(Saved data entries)

════════

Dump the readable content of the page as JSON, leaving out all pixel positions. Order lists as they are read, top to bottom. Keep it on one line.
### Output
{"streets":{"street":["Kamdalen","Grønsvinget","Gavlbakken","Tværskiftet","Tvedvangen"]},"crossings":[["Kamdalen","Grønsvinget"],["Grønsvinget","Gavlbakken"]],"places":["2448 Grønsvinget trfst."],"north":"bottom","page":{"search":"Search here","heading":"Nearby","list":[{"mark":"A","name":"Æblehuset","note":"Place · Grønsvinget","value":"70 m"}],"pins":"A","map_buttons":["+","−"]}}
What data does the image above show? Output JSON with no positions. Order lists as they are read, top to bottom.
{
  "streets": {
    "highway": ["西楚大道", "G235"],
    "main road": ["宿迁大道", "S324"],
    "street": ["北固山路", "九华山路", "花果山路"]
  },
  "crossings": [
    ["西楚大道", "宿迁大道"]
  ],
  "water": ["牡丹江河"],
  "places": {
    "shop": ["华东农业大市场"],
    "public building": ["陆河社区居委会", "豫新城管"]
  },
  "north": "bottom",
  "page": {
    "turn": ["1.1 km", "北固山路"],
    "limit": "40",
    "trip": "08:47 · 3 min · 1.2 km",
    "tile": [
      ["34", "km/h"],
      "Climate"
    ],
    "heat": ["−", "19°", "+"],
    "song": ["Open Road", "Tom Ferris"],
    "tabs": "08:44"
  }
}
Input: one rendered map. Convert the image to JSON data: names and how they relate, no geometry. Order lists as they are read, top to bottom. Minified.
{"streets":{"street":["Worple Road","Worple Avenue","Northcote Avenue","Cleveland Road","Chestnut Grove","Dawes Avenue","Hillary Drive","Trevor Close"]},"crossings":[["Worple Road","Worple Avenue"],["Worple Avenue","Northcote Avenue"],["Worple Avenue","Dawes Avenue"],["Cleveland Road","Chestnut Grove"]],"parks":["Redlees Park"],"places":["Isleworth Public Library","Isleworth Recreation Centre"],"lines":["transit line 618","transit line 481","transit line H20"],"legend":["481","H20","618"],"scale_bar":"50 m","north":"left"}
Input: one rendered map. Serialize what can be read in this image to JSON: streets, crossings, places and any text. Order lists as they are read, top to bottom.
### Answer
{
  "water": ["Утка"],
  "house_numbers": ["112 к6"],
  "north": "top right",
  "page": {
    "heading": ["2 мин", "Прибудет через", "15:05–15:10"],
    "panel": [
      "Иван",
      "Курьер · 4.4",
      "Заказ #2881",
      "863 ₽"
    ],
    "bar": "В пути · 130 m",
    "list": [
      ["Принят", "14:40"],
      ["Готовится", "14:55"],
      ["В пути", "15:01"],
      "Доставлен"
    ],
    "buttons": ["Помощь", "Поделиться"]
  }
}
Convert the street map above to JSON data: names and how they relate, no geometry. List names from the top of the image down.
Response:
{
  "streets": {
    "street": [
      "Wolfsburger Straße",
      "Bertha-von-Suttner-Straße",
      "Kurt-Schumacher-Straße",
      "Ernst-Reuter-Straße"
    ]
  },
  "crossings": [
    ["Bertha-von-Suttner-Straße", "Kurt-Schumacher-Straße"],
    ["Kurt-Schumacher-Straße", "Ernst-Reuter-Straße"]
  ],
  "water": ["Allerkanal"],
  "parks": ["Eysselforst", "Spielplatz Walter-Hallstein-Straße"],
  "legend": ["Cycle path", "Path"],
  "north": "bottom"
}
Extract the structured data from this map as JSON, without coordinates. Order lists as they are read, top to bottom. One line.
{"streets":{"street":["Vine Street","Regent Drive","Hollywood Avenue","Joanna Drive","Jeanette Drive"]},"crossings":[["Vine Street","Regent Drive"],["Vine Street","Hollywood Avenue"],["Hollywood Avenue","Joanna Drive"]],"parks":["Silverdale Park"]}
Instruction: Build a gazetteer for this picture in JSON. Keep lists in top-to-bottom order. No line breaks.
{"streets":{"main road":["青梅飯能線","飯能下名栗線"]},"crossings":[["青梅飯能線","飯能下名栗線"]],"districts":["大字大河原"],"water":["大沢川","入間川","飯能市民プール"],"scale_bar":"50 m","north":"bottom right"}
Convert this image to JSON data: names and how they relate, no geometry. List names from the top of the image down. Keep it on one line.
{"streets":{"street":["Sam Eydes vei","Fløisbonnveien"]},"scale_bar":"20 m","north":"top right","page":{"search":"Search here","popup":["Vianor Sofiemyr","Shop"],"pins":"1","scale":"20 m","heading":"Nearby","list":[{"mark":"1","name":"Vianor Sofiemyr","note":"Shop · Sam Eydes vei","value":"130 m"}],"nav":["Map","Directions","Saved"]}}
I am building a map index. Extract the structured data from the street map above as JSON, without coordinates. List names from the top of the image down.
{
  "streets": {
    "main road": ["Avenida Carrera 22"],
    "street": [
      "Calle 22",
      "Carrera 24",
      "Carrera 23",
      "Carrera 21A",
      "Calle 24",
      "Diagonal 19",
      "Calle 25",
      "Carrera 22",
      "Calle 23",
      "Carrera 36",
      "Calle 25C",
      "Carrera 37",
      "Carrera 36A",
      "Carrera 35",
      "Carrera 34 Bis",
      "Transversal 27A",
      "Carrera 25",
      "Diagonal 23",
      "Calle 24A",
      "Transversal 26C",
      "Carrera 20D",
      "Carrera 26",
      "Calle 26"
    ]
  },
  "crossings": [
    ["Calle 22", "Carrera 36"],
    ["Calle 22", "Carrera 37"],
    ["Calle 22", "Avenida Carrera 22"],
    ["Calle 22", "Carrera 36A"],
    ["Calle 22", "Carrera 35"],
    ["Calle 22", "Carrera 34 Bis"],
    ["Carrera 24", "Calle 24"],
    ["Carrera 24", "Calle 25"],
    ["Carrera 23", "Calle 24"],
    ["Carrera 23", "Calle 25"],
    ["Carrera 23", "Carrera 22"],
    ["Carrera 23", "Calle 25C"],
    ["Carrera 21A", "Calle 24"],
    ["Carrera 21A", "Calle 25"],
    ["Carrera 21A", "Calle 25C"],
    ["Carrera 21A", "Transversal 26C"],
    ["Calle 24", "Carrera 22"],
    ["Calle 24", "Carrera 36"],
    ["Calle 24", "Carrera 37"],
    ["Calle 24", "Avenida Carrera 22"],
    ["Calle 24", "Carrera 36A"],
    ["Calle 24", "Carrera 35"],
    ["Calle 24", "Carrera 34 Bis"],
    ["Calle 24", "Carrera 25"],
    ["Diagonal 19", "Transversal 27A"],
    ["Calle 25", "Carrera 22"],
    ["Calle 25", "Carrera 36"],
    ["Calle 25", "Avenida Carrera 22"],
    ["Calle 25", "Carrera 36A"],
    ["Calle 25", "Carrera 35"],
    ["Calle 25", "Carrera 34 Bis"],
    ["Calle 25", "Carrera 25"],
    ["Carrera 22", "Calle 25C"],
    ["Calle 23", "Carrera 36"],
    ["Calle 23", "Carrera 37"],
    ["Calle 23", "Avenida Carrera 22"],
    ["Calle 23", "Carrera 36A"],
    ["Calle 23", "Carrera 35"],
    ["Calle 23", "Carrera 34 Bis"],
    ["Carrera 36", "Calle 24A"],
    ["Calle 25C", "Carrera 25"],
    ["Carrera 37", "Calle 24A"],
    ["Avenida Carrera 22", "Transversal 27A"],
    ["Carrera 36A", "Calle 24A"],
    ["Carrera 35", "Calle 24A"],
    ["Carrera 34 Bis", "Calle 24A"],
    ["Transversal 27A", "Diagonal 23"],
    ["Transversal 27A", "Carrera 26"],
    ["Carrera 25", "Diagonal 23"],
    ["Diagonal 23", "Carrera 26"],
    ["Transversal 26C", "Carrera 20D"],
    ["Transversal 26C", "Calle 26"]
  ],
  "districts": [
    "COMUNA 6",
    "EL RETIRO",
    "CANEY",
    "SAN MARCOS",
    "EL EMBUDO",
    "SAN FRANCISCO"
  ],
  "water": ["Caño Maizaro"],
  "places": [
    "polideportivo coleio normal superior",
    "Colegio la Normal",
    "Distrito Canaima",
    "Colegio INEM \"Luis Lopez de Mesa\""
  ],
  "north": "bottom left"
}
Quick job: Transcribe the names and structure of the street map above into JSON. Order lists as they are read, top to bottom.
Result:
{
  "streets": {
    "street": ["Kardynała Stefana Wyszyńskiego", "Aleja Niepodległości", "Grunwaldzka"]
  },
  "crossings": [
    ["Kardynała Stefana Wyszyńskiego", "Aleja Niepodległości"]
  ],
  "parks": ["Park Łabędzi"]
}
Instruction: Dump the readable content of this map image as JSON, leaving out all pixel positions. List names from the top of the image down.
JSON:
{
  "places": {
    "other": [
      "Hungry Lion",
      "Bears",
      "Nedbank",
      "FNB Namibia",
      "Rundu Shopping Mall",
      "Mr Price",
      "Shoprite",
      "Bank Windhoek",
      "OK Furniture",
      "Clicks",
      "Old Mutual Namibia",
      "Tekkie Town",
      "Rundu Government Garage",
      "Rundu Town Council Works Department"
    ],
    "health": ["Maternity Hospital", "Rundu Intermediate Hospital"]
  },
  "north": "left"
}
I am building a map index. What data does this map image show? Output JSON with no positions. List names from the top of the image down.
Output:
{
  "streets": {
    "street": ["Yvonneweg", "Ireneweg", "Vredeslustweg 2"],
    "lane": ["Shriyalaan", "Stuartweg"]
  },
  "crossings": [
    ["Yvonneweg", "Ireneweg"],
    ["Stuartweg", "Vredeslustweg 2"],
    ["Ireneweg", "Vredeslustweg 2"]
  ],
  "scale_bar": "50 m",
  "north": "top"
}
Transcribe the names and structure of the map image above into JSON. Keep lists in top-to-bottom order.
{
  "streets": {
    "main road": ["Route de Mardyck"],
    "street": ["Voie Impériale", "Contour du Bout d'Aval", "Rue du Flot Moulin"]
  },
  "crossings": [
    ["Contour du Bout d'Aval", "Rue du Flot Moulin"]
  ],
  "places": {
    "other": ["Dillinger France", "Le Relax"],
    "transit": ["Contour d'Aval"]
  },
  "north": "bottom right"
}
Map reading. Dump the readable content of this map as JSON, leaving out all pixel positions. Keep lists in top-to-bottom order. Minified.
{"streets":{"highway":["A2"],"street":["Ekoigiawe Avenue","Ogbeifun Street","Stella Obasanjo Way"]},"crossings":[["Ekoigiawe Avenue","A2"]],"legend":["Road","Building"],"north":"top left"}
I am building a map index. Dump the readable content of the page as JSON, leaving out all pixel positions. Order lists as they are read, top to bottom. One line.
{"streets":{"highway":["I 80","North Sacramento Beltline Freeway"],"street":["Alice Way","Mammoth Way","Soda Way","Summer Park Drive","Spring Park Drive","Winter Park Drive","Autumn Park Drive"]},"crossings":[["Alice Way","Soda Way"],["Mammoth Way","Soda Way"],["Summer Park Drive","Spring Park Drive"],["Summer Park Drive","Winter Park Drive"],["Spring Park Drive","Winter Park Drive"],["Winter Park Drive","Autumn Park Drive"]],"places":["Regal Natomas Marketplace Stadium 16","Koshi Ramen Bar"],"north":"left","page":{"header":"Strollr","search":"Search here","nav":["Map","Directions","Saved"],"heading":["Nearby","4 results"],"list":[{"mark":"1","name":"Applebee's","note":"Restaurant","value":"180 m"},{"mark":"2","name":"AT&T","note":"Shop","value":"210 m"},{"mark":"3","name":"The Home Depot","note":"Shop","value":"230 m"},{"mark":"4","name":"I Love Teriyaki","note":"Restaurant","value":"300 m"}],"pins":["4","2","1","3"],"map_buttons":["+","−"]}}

════════

• [EXERCISE]: Lines from the one containing "I am building a map index. Dump" through the last line of the data above are the only output wanted; restate them exactly.

• [OUTPUT FOR THIS TASK]:
I am building a map index. Dump the readable content of the page as JSON, leaving out all pixel positions. Order lists as they are read, top to bottom. One line.
{"streets":{"highway":["I 80","North Sacramento Beltline Freeway"],"street":["Alice Way","Mammoth Way","Soda Way","Summer Park Drive","Spring Park Drive","Winter Park Drive","Autumn Park Drive"]},"crossings":[["Alice Way","Soda Way"],["Mammoth Way","Soda Way"],["Summer Park Drive","Spring Park Drive"],["Summer Park Drive","Winter Park Drive"],["Spring Park Drive","Winter Park Drive"],["Winter Park Drive","Autumn Park Drive"]],"places":["Regal Natomas Marketplace Stadium 16","Koshi Ramen Bar"],"north":"left","page":{"header":"Strollr","search":"Search here","nav":["Map","Directions","Saved"],"heading":["Nearby","4 results"],"list":[{"mark":"1","name":"Applebee's","note":"Restaurant","value":"180 m"},{"mark":"2","name":"AT&T","note":"Shop","value":"210 m"},{"mark":"3","name":"The Home Depot","note":"Shop","value":"230 m"},{"mark":"4","name":"I Love Teriyaki","note":"Restaurant","value":"300 m"}],"pins":["4","2","1","3"],"map_buttons":["+","−"]}}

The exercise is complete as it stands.